Find the word "Keep" in the data, then copy each line where it is found.

> **Material for the task**:
>>>>
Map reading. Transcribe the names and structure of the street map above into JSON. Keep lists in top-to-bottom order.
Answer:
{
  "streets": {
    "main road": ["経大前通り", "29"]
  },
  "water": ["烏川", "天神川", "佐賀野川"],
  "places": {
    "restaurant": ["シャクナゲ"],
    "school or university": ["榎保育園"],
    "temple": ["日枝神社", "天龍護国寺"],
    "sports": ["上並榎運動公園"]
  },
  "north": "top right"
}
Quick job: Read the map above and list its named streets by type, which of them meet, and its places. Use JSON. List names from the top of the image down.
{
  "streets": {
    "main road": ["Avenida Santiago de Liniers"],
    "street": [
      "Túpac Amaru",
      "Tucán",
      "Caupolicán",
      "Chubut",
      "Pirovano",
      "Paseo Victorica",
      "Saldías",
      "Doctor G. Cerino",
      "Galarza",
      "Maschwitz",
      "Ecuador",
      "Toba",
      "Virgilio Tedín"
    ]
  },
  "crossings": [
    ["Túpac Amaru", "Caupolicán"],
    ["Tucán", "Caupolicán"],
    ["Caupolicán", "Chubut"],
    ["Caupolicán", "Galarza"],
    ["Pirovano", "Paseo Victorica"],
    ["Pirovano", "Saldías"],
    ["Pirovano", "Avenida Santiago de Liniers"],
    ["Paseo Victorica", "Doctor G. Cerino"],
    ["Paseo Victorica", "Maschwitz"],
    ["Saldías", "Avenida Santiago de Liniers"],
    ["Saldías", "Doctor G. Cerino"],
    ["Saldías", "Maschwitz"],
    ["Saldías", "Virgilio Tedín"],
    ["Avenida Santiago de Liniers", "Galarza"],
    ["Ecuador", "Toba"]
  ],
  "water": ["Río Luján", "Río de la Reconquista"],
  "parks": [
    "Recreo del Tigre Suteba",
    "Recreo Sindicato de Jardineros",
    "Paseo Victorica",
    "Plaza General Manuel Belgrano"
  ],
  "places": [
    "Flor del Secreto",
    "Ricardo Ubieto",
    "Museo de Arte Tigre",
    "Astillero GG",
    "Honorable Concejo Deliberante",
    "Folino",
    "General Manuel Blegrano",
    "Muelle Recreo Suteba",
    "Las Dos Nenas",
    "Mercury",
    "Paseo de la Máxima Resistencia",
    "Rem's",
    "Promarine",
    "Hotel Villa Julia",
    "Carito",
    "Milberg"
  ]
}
<<<<
>>>>
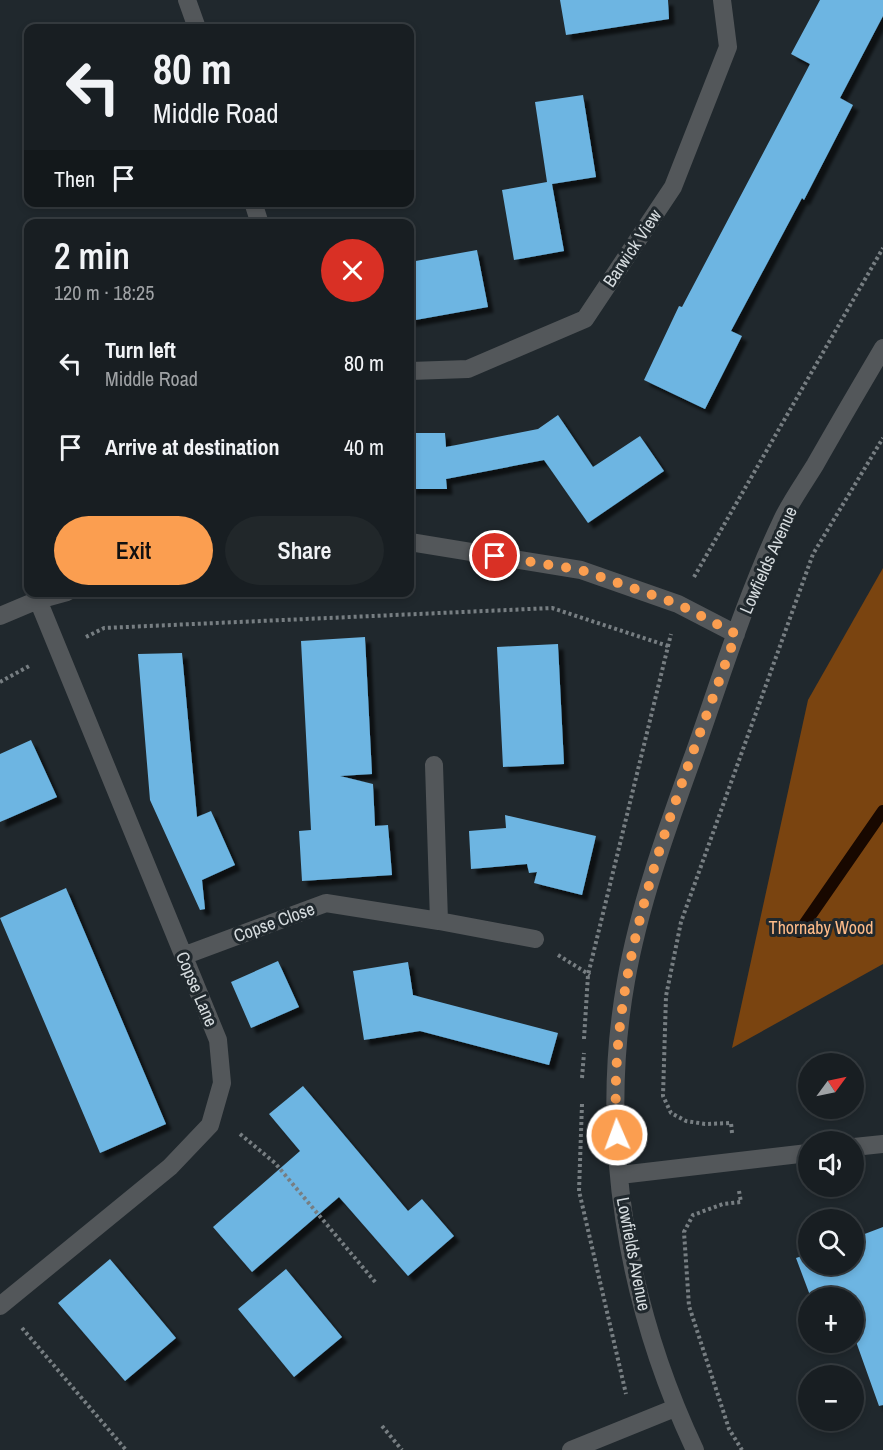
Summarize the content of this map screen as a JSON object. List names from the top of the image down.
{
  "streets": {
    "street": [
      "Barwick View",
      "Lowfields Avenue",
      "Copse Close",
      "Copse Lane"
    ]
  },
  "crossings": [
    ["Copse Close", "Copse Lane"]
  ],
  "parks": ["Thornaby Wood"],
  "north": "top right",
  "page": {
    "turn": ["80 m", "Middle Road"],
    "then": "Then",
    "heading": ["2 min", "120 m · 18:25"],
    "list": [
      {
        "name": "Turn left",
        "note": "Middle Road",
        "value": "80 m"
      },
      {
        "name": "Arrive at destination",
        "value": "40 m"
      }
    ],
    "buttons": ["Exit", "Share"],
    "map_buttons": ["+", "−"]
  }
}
<<<<
>>>>
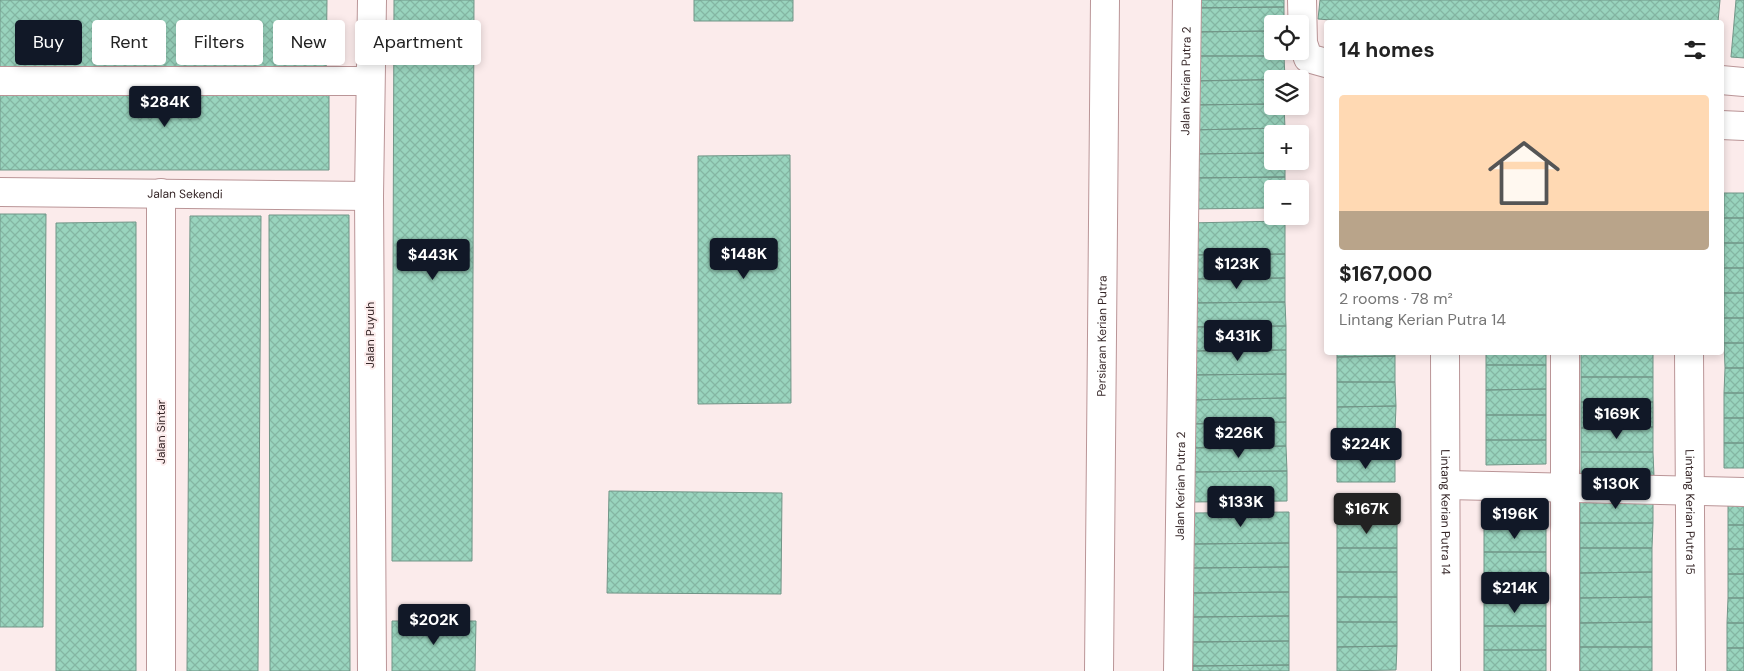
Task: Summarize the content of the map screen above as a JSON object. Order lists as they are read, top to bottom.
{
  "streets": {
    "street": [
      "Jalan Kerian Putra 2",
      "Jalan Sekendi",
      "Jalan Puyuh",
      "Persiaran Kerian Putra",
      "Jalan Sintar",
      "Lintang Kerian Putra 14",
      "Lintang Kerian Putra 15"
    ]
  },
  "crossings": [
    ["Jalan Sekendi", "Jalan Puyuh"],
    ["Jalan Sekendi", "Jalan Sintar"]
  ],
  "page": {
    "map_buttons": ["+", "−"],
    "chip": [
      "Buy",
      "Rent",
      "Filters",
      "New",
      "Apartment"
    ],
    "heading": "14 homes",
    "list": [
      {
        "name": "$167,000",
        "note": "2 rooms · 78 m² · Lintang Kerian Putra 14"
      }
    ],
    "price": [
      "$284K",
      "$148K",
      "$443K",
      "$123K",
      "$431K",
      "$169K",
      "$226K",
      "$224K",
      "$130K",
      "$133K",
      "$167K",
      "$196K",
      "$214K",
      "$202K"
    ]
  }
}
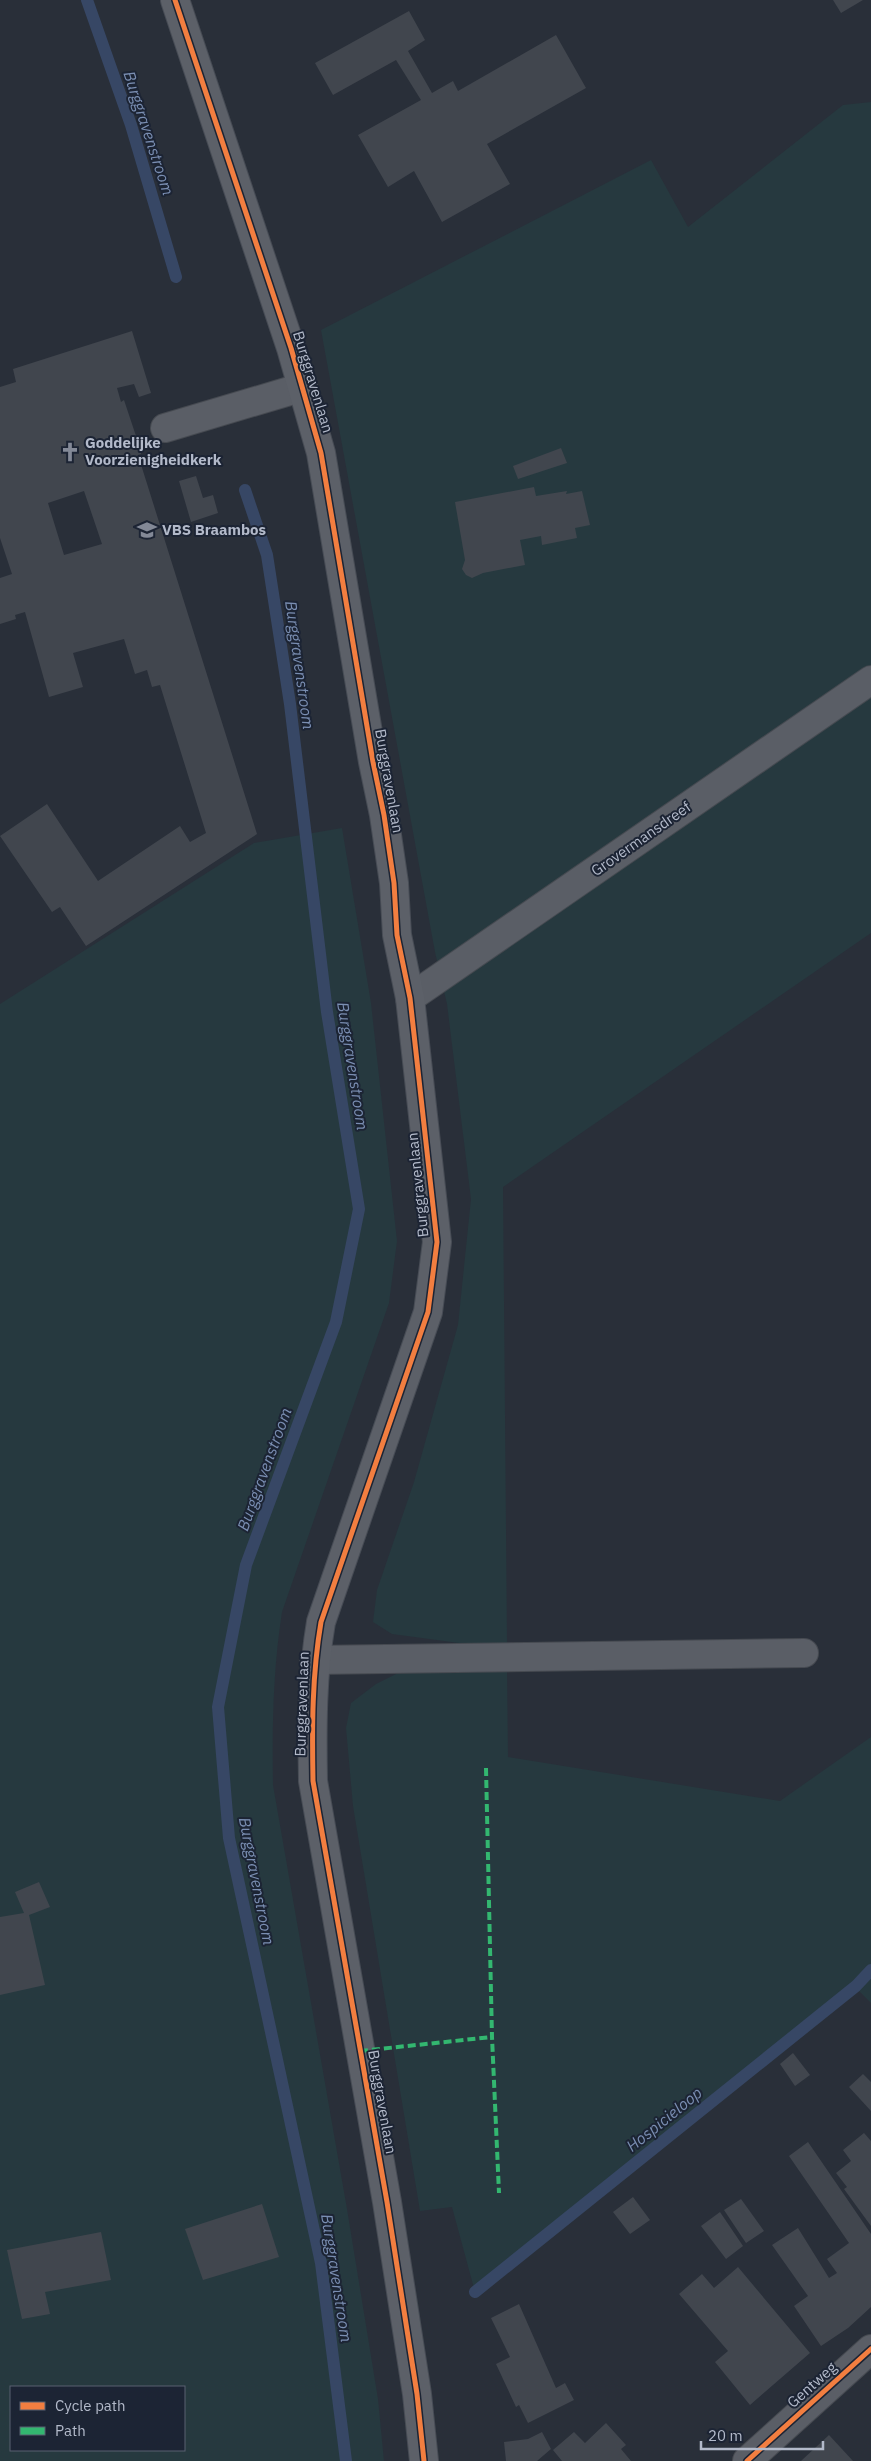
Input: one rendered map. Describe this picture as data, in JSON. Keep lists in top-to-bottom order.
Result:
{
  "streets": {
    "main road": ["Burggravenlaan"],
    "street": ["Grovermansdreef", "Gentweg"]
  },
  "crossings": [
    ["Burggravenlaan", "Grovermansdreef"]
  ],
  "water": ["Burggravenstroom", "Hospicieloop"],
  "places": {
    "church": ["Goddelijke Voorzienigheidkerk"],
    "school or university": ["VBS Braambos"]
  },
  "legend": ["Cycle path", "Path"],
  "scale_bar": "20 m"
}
<<<<
> **Solution to this problem**:
Map reading. Transcribe the names and structure of the street map above into JSON. Keep lists in top-to-bottom order.
Input: one rendered map. Describe this picture as data, in JSON. Keep lists in top-to-bottom order.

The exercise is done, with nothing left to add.